To top it all off, on May 12, Prime Minister Keir Starmer announced a White Paper on immigration that admits – finally – that the economic orthodoxy around immigration is flawed. Delivering what has been dubbed the ‘island of strangers’ speech, he conceded the so-called ‘open borders experiment’ had not delivered the promised economic boons on which it was sold. His speech, and the Government’s White Paper, also contains overtures to the real, felt impacts of immigration on British workers, ranging from depressing wages to actually displacing workers in ‘6 out of the 10 sectors, seeing this highest change in payrolled employments of non-EU nationals’.

For all the rhetoric, the paper does not lay out any specific targets, either in terms of net migration numbers or visas, merely an indication of what is considered acceptable. Continually, the period 2021-2024 is identified as an outlier of unacceptably high levels of immigration. All this means that the Government thinks the near one million net migration figure of 2023 ought to come down. Quite where to is never made explicit, the level of the 2010s – so between 200,000 and 300,000 per annum – seems to be the intended destination.

The only place I can find any projected figures is in the Technical Annex, where the cumulative effects of the measures is expected to reduce annual gross immigration by just 100,000. For anyone who has forgotten, that was the intended net immigration figure from the Conservative-led government in 2010.   
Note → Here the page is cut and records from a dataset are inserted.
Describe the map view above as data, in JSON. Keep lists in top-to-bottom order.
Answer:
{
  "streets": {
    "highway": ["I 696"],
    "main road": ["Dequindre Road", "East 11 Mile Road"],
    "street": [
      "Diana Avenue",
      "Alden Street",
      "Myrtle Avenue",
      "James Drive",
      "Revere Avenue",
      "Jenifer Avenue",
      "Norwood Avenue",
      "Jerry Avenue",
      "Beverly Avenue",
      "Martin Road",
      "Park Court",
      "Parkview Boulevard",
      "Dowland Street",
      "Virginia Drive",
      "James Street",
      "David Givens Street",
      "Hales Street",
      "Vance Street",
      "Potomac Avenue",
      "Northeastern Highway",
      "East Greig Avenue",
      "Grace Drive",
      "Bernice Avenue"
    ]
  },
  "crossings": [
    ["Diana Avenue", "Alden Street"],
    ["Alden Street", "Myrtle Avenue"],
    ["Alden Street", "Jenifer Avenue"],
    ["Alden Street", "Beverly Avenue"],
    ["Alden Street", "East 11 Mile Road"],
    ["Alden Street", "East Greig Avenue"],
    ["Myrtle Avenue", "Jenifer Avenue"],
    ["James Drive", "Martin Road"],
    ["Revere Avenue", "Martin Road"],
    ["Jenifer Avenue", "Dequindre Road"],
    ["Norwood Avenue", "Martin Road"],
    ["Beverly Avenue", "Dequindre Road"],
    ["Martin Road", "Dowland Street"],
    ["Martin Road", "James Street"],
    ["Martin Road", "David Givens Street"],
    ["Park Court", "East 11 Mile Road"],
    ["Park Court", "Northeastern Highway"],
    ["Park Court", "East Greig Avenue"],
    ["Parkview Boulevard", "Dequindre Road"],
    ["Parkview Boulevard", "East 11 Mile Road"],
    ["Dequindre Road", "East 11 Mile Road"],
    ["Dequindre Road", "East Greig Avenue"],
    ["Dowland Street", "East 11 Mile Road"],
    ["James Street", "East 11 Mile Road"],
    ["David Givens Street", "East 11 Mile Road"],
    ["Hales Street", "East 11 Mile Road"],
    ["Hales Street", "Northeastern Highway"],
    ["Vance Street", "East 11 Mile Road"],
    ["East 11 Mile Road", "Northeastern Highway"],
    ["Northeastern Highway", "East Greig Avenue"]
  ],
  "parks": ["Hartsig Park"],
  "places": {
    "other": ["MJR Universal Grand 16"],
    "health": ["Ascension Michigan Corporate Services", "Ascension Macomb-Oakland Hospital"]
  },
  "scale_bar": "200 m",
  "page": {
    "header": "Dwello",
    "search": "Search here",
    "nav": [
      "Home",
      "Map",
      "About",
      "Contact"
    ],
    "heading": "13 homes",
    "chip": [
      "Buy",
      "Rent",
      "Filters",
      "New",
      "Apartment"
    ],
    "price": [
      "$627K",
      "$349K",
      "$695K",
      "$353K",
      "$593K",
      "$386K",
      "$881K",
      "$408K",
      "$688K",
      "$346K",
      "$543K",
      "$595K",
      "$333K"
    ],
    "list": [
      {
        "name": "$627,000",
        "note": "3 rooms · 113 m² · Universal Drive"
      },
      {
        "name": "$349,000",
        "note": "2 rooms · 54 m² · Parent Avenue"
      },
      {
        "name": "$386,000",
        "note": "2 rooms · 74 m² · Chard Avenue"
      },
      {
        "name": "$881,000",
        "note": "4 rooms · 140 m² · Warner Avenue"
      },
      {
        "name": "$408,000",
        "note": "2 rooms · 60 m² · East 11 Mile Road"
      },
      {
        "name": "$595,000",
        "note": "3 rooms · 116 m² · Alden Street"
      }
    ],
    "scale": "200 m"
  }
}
Many rightly welcome the Government’s intentions to alter our migration policies, as they have proven to have both a chaotic and sclerotic effect on our politics. But substantially, the proposals of this paper amount to tinkering with the current policies and system, and does nothing to address the foundational problem of our immigration policy: that we have no policy on integration, no functioning structural mechanisms to manage legal immigration, and practically no capacity to forcefully remove convicted foreign nationals on the scale that is necessary.

How surprising, then, to hear that Keir Starmer’s ‘islands of strangers’ speech was compared to the famous 1968 ‘Rivers of Blood’ speech given by Enoch Powell. Apparently, any speech on immigration that uses a syntactic ‘x of y’ phrase is resurrecting Enoch Powell’s language.

An Enoch Powell, Keir Starmer is not. Powell was known for his mastery of language. Although he didn’t use the ‘rivers of blood’ formulation himself – that was the newspaper headline – it derived from his rendering of a Virgil’s Aeneid: ‘like the Roman, I seem to see ‘the River Tiber foaming with much blood’’. Powell of course was an accomplished classicist, having been the youngest professor in the British Empire when, aged 25, he became Professor of Greek at Sydney University. His speeches were profoundly shaped by classical allusions and the rhetorical arts of ancient Greece and Rome. 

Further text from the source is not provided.